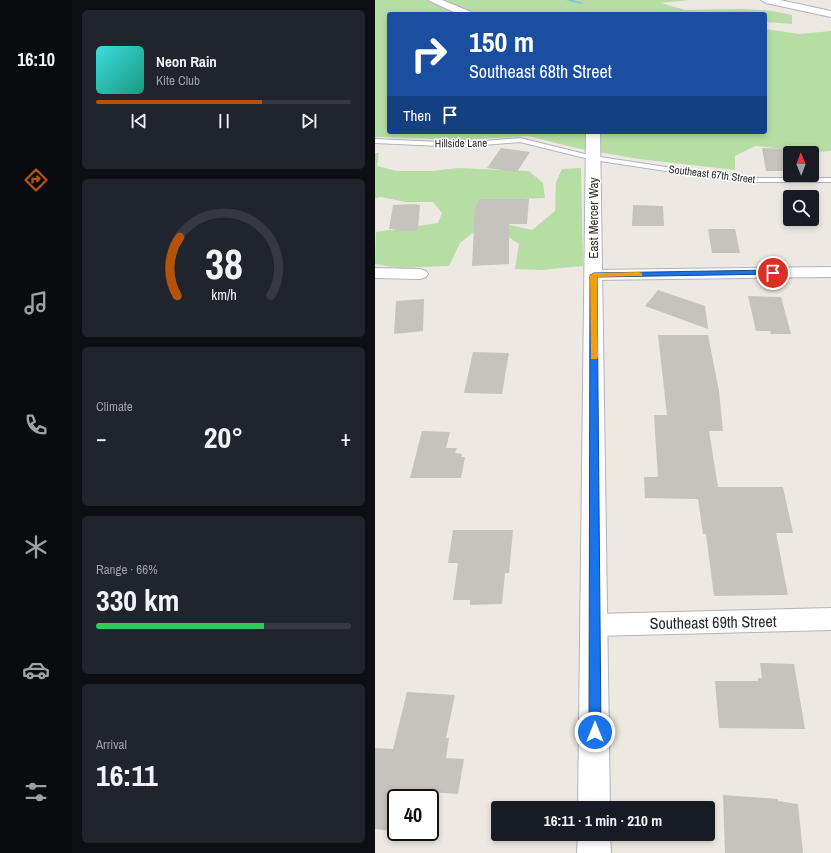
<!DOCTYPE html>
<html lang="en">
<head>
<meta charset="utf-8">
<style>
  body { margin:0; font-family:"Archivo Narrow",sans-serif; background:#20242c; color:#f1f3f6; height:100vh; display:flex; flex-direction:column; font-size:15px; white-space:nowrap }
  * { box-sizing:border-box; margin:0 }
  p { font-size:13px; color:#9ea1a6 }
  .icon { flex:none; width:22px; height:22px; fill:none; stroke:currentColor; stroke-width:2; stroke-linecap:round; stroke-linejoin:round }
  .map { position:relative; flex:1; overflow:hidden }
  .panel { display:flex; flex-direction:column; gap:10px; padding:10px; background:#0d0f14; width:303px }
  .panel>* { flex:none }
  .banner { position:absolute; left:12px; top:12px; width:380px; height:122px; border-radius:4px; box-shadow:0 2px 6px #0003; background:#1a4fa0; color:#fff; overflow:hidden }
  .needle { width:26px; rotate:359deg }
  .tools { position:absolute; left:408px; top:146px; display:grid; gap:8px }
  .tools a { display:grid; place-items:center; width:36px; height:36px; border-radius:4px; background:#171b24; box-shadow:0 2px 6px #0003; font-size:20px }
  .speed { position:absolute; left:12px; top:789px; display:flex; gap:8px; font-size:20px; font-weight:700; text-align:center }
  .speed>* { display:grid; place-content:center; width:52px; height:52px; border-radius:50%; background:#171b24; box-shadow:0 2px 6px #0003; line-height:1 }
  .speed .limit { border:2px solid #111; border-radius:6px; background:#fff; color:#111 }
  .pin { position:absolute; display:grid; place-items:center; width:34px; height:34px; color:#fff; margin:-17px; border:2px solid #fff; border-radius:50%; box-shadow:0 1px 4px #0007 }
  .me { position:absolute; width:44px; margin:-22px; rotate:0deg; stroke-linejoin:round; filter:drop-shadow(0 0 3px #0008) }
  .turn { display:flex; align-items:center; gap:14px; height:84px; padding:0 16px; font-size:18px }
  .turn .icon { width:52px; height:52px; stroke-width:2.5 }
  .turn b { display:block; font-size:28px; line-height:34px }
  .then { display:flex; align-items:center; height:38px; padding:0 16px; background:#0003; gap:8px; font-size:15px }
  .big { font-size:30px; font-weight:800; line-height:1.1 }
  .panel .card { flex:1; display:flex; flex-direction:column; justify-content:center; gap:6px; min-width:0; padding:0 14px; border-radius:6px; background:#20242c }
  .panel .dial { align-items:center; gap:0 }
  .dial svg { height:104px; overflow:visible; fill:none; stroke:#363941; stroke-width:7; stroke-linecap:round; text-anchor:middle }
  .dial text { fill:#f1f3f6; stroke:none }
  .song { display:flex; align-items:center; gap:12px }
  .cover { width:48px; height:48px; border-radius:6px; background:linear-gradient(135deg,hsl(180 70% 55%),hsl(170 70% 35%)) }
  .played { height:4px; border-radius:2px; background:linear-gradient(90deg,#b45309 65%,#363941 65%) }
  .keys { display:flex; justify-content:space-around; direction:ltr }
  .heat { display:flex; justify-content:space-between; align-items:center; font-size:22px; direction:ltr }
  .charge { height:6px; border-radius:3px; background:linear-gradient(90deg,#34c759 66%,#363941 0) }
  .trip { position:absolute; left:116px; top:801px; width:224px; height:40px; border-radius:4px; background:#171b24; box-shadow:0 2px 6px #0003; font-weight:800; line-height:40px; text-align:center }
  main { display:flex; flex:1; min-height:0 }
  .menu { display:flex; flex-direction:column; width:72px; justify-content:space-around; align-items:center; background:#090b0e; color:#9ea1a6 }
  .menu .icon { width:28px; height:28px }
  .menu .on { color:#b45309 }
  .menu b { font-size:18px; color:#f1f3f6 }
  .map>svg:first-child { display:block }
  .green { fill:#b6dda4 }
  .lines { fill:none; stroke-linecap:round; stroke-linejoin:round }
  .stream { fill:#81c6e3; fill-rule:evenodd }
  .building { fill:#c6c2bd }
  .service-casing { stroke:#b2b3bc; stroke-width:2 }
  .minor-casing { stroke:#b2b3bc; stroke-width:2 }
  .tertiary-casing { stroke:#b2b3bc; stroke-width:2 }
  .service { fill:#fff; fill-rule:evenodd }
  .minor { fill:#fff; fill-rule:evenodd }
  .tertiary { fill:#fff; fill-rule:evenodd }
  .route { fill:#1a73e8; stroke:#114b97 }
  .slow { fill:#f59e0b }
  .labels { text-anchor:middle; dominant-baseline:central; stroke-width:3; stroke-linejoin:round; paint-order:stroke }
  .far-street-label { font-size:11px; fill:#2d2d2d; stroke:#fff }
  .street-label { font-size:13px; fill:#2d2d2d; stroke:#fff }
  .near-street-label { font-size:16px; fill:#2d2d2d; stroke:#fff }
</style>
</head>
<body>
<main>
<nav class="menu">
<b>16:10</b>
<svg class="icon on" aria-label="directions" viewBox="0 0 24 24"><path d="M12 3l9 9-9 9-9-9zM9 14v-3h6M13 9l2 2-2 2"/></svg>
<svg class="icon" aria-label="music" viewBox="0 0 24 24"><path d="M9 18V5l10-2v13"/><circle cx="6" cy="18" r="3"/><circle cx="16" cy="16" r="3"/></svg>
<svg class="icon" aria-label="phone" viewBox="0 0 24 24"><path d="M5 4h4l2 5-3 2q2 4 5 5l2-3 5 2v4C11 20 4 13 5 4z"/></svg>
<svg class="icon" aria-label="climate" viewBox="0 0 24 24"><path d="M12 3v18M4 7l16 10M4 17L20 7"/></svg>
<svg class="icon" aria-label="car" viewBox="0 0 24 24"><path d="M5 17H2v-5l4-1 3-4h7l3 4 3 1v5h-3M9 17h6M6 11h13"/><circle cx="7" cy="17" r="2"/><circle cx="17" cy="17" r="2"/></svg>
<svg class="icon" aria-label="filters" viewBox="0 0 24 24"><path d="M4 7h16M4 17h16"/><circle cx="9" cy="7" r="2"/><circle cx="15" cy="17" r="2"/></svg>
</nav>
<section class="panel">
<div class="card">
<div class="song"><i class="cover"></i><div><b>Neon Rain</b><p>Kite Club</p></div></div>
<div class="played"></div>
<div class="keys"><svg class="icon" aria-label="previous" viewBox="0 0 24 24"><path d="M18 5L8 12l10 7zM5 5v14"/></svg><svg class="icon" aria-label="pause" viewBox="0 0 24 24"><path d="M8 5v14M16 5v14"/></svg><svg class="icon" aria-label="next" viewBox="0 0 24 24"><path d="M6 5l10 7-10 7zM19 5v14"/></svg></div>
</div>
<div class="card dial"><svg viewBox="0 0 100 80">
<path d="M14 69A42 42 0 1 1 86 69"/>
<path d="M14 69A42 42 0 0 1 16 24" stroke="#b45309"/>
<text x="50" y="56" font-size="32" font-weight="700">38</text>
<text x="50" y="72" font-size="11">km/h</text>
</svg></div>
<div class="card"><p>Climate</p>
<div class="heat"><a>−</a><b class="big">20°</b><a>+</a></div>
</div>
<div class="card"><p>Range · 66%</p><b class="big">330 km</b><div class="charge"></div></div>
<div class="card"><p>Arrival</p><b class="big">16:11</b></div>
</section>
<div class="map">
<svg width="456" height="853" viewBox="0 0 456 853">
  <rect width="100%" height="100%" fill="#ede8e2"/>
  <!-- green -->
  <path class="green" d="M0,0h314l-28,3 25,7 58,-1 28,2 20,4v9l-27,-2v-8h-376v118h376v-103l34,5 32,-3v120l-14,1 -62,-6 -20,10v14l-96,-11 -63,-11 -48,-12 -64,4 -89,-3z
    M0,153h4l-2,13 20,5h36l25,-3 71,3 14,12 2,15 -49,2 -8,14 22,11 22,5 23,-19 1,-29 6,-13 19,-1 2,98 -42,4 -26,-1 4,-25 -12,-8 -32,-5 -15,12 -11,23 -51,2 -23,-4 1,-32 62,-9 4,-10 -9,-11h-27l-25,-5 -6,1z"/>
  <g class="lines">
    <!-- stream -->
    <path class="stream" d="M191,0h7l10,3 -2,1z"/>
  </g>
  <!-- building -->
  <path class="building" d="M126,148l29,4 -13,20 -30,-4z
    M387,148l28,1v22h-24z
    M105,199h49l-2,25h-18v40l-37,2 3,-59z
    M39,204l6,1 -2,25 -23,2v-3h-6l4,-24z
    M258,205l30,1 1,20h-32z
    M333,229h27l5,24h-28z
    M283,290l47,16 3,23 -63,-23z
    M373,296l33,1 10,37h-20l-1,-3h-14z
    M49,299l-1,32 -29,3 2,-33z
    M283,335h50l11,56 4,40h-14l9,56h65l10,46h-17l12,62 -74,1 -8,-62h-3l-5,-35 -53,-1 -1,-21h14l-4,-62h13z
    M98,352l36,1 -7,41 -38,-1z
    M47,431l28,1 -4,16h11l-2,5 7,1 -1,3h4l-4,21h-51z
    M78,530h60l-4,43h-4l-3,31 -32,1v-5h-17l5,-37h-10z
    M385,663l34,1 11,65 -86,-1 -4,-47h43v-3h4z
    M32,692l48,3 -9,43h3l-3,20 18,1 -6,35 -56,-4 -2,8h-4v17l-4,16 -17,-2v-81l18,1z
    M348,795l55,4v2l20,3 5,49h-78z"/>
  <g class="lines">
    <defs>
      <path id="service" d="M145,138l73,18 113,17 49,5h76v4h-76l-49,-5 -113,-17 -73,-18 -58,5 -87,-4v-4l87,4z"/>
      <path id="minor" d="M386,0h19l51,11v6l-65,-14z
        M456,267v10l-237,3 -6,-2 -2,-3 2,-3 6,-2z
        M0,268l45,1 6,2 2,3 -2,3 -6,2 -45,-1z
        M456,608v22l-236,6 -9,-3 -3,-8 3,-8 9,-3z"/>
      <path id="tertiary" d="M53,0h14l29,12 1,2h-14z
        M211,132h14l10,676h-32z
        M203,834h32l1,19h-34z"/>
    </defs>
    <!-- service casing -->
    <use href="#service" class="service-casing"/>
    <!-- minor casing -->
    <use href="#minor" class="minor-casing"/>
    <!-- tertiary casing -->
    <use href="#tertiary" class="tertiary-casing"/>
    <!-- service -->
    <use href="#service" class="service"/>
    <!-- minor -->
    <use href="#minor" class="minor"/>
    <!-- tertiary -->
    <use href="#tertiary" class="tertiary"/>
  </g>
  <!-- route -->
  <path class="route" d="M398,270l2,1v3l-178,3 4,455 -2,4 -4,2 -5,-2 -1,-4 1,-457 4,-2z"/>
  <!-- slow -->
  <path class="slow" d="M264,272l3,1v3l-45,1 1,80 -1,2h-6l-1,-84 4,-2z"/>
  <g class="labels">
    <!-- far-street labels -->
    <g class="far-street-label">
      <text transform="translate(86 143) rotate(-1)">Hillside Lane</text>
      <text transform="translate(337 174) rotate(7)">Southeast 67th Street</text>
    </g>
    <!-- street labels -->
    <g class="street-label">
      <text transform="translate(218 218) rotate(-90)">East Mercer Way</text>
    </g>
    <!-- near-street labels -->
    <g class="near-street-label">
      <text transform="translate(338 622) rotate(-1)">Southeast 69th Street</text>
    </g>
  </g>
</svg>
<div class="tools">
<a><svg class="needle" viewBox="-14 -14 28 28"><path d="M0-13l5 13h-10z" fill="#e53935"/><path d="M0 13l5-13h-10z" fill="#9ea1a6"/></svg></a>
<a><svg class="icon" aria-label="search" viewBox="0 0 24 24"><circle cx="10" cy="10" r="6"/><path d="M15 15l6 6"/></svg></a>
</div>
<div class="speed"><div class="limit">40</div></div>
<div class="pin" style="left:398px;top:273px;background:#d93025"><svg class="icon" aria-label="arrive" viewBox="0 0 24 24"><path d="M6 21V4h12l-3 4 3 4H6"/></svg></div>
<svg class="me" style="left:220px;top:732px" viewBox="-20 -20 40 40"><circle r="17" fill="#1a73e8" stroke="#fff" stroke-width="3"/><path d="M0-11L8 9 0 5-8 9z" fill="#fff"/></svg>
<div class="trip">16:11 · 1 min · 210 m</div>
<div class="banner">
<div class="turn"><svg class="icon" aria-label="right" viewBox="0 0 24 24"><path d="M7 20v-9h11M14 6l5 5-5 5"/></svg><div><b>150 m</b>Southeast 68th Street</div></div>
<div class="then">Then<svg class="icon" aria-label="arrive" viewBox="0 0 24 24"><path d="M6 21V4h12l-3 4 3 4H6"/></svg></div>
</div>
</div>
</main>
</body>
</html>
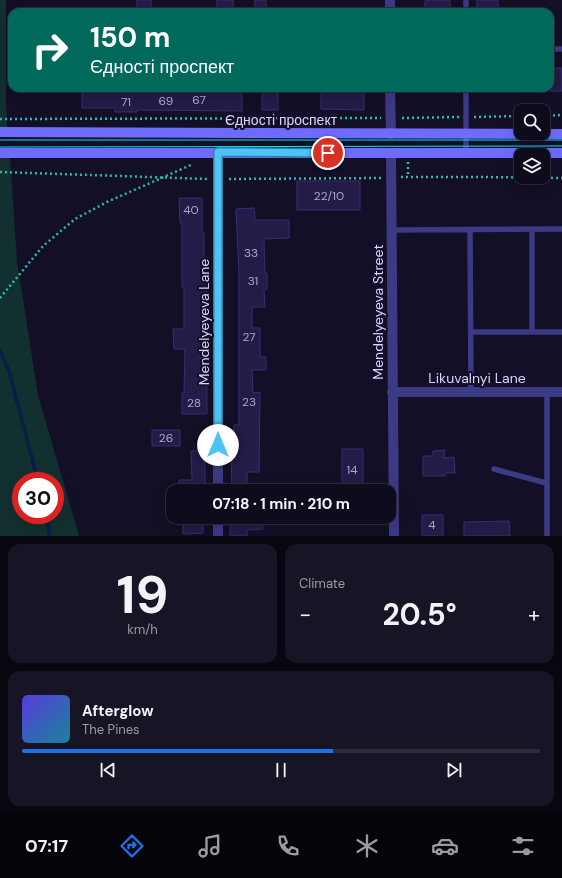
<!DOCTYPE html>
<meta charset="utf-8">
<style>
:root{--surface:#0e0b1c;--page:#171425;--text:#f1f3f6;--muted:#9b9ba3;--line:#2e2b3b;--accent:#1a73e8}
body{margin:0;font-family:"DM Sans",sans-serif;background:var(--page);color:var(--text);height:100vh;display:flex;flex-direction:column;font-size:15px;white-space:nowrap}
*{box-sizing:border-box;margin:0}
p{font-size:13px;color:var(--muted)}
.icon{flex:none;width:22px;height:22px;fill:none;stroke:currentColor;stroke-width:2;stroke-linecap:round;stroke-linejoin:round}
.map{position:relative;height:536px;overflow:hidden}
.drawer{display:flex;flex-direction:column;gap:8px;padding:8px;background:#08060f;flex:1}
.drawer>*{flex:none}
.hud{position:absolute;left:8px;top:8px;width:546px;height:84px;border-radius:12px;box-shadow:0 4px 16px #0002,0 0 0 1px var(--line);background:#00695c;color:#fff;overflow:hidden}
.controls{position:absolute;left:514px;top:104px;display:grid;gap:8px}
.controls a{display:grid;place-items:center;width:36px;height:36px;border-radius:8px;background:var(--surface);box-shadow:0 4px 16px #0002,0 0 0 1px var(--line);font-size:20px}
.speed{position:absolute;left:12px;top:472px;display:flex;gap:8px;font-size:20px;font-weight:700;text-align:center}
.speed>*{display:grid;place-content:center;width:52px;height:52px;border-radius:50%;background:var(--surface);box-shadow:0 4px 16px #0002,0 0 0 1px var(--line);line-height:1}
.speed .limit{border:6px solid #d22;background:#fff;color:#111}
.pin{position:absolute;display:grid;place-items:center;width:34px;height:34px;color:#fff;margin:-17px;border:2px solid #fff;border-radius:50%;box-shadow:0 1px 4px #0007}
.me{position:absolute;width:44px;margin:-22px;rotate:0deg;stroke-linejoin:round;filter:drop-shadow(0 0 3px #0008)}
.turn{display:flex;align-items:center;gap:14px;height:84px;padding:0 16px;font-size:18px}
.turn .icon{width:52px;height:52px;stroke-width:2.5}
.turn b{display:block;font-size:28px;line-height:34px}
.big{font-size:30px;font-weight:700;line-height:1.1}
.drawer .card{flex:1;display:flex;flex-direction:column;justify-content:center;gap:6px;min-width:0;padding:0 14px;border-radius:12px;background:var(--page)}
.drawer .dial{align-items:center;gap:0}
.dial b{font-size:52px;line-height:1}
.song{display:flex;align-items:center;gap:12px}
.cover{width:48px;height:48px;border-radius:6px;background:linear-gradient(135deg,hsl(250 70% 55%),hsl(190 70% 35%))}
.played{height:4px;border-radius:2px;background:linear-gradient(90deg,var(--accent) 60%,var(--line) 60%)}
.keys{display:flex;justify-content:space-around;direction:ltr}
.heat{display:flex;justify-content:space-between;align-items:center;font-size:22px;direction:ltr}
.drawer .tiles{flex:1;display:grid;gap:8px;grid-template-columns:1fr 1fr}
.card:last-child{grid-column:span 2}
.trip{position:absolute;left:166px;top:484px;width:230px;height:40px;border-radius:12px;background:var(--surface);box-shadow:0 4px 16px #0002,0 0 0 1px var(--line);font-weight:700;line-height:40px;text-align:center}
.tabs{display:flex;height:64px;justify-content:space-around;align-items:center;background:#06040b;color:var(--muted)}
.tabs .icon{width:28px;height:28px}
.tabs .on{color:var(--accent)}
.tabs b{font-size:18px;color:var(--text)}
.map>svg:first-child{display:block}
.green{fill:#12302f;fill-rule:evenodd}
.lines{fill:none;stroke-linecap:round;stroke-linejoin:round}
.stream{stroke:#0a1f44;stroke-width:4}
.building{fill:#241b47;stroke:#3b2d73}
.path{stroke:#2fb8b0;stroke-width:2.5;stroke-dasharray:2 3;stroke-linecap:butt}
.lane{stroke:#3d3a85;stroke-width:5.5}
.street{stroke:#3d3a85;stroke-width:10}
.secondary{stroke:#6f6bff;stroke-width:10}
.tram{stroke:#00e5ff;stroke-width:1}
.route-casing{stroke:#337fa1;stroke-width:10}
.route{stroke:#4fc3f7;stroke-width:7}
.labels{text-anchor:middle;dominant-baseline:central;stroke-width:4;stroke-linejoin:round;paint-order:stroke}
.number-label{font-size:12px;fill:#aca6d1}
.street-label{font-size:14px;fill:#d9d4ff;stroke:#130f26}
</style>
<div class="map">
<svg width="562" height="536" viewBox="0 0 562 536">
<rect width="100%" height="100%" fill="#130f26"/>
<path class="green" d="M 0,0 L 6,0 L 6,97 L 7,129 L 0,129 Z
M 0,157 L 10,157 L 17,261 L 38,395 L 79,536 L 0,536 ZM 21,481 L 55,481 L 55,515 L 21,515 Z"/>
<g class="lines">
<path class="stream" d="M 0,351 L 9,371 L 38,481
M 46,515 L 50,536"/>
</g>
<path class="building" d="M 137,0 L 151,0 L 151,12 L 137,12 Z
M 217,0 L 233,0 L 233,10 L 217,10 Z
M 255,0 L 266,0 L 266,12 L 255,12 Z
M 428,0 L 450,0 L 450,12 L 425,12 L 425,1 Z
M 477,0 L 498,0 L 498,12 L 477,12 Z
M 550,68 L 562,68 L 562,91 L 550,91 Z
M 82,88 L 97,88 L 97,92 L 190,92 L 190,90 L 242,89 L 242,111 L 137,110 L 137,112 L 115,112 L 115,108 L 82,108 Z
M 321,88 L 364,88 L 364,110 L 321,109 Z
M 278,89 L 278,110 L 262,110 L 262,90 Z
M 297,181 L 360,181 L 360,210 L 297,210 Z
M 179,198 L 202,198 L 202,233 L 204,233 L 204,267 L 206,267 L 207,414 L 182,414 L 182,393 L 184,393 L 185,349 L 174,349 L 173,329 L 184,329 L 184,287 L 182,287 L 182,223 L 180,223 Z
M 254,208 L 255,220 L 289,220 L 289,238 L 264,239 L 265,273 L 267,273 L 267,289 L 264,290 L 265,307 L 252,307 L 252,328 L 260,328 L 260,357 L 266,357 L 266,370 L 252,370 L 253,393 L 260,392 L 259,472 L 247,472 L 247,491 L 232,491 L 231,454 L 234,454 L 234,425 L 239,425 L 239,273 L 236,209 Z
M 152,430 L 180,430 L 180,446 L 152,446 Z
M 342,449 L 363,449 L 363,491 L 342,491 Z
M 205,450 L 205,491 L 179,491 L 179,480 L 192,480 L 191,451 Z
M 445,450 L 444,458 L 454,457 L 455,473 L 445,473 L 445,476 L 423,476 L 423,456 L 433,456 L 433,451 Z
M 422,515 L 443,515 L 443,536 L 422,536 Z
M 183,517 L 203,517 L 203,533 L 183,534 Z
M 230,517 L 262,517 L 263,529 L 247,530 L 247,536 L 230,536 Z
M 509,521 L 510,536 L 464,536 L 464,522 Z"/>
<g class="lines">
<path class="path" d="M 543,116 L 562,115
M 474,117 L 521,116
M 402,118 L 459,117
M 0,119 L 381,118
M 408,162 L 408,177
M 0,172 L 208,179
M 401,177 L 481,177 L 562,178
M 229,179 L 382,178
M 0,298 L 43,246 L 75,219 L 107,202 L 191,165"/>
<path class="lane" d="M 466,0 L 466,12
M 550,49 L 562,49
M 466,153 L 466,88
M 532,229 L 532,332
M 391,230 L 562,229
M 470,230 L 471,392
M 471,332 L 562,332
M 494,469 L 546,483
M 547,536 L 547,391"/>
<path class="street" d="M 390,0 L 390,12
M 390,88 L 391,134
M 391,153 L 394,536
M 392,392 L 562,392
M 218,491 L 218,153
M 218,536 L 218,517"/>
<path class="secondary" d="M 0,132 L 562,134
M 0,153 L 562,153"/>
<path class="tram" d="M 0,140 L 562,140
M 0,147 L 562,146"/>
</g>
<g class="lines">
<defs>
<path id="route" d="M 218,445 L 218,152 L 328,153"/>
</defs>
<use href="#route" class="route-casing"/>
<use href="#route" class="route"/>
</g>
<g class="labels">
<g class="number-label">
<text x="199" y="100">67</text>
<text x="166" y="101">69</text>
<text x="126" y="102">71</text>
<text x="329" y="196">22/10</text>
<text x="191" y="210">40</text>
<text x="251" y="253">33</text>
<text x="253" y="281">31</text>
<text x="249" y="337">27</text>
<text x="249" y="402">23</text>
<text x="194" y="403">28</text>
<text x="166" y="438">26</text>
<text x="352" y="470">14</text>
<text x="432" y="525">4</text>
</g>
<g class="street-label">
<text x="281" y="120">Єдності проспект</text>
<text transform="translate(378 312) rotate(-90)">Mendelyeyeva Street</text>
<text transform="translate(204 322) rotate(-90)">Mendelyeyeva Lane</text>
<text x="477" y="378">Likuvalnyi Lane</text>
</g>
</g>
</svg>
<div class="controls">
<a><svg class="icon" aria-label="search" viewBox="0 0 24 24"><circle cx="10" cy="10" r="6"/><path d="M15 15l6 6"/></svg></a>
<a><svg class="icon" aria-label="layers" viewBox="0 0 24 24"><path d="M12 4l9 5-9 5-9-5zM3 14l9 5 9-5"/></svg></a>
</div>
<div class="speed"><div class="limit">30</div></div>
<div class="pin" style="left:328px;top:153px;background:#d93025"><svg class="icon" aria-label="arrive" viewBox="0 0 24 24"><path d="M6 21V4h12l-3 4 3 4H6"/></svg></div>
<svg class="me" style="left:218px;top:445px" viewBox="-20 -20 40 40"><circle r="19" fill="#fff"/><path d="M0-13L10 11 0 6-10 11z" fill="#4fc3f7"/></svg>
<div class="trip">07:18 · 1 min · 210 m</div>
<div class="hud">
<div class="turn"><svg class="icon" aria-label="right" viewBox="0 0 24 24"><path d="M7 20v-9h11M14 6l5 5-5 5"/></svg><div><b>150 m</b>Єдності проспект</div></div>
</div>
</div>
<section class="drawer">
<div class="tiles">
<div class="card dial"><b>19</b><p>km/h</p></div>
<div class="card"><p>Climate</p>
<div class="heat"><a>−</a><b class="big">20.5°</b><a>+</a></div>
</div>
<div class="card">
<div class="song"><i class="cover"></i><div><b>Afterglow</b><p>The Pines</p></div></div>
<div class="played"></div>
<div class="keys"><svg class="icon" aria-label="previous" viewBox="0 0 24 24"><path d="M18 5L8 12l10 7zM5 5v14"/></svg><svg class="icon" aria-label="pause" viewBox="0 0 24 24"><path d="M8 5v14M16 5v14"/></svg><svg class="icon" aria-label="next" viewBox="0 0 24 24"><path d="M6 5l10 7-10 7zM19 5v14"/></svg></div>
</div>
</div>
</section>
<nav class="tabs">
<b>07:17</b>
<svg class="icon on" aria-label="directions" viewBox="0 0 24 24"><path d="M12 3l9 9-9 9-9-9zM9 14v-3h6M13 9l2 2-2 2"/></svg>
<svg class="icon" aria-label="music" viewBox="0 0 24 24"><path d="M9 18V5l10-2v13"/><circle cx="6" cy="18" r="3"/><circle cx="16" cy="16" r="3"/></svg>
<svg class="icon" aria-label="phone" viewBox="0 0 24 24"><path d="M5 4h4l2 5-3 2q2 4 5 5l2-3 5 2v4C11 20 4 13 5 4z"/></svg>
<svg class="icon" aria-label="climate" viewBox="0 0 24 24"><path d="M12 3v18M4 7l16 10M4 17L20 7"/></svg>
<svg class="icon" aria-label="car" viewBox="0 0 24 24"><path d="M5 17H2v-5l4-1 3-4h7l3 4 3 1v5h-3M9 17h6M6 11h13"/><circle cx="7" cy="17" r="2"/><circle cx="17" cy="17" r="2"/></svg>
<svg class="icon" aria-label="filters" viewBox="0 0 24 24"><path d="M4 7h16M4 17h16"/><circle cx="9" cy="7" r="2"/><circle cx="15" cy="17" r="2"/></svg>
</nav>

====

_Your goal_.
For every line above that includes the string "tiles", copy the line.

_Exercise result_.
.drawer .tiles{flex:1;display:grid;gap:8px;grid-template-columns:1fr 1fr}
<div class="tiles">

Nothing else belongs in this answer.